En el balance del primer tiempo, Boca Unidos contabilizó las mejores chances de gol. El déficit estuvo en la definición, porque Visconti y Núñez no concretaron todo lo que generaron Babak y Ríos por afuera. En tanto, River llegó con un par de remates de Villalva (mejoró en los últimos 15 minutos) y Trezeguet (con la pólvora mojada). Antes del descanso, Sánchez se fracturó la clavícula y entró Aguirre en su lugar.
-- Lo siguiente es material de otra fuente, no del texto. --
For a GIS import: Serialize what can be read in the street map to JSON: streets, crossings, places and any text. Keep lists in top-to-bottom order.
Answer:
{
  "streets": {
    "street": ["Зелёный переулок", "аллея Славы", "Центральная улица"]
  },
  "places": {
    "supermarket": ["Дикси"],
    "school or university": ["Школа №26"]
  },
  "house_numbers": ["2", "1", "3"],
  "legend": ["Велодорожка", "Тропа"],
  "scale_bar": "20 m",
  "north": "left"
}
El encuentro no frenó su ritmo tras el descanso. Casi festeja River en dos oportunidades, luego de sendos desbordes de Villalva y el Chori. Pero en el área no hubo soluciones. Y enseguida respondió Boca Unidos con una contra que Visconti terminó con un tiro cruzado que pasó cerca. Con Domínguez abierto por derecha, el Keko por izquierda, Cavenaghi retrasado para armar y los volantes parados en campo contrario, River fue a ganar o morir con el riesgo de quedar expuesto en cada contragolpe.
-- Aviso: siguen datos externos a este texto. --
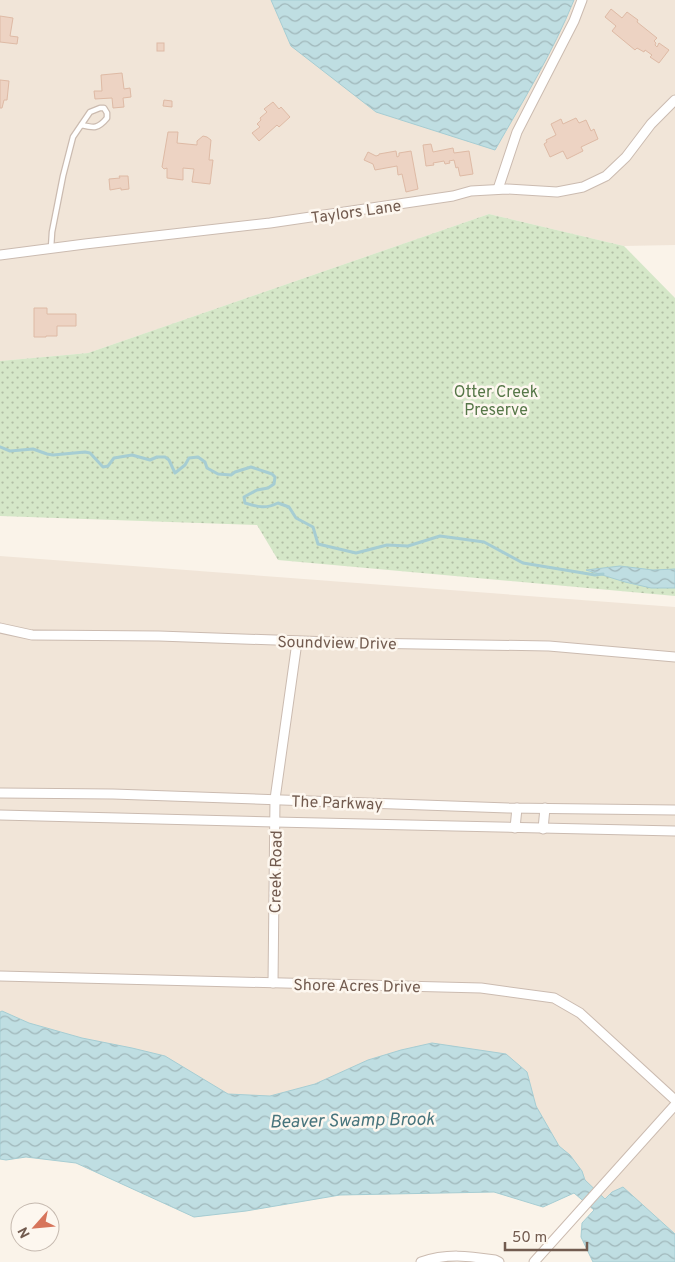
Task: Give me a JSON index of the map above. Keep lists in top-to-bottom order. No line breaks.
{"streets":{"street":["Taylors Lane","Soundview Drive","The Parkway","Creek Road","Shore Acres Drive"]},"crossings":[["Soundview Drive","Creek Road"],["The Parkway","Creek Road"],["Creek Road","Shore Acres Drive"]],"water":["Beaver Swamp Brook"],"parks":["Otter Creek Preserve"],"scale_bar":"50 m","north":"bottom left"}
A los 18, Vega se ganó una inmensa ovación al ahogarle el gol a Danelón, quien recibió la pelota luego de una larga corrida de Fredrich en una réplica. La jugada había nacido desde un córner a favor de River que fue rechazado con velocidad. La idea de Almeyda fue ambiciosa, pero muy desequilibrada. Cuando iban 25, el Chori metió miedo con un tiro libre que salió pegado al palo. El duelo no resignó el drama en ningún segundo.
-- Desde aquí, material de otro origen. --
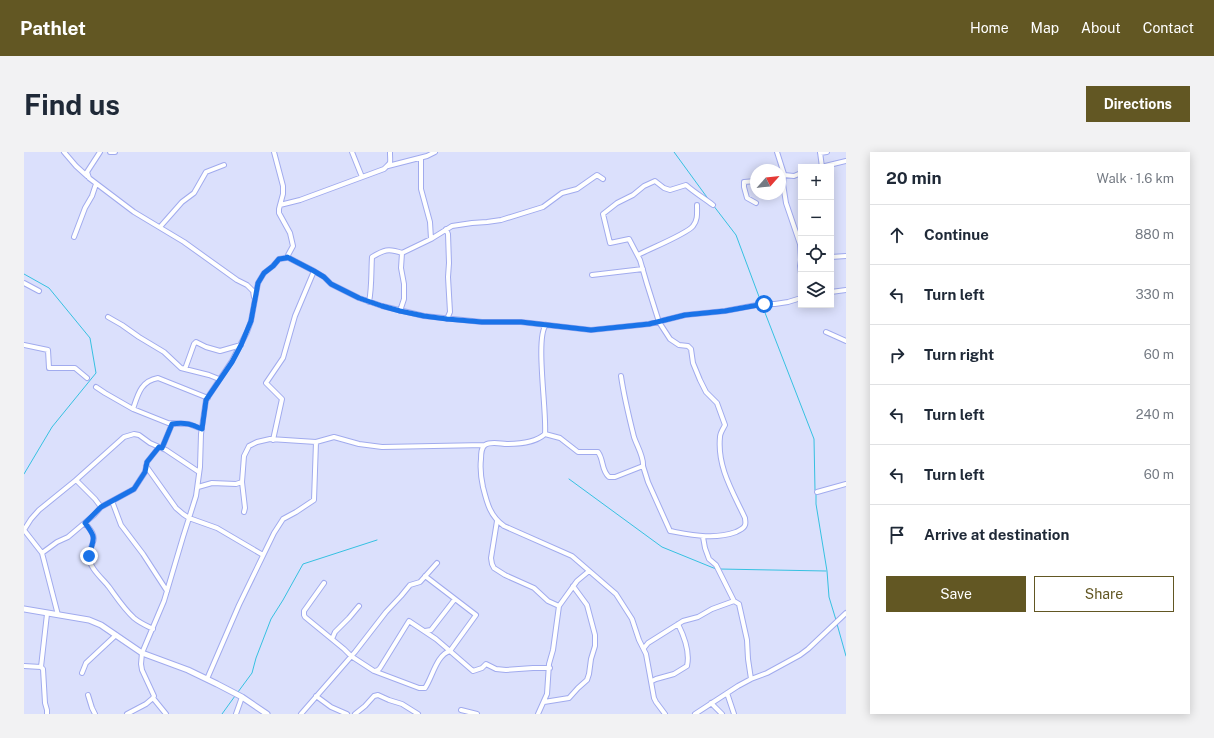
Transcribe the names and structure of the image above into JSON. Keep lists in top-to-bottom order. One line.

Cuando empezaba a disiparse la chance de ser líder parcial, River halló la luz y creyó encontrar el triunfo que tanto necesitaba. El gol que emocionó al Monumental llegó a los 31: tiro libre pasado del Chori desde la derecha, cabezazo de Rogelio Funes Mori hacia el medio y aparición de Ocampos para desatar el desahogo. Un gol confeccionado por dos de los que ingresaron para intentar desatar los nudos correntinos.

Mientras todavía se escuchaban los festejos, Boca Unidos dio un mazazo inesperado. La defensa del local volvió a ser un manto de dudas y no supo proteger la ventaja que tanto había costado lograr. Visconti le bajó una pelota a Fredrich, que se escapó sin marca y sentenció a Vega para empatar a los 36. Otra vez aparecieron las dudas, los nervios, la angustia, la bronca y los insultos.

El emotivo duelo tenía reservado un final peligroso para cardíacos. River, aun confundido y descontrolado, encontró el segundo gol a los 42 gracias a Rogelio Funes Mori, quien recibió una notable asistencia de cabeza de Trezeguet. El grito movió la estructura del Monumental por todo el sufrimiento que se había acumulado en los hinchas del Millonario.

Recién cuando Maglio pitó por última vez, el elenco de Almeyda pudo levantar los brazos y sentir que el retorno a Primera se visualiza en el horizonte. A dos fechas del final, Central quedó a dos puntos (jugará mañana con Patronato), Instituto a tres y Quilmes a cuatro. Patronato será el próximo obstáculo.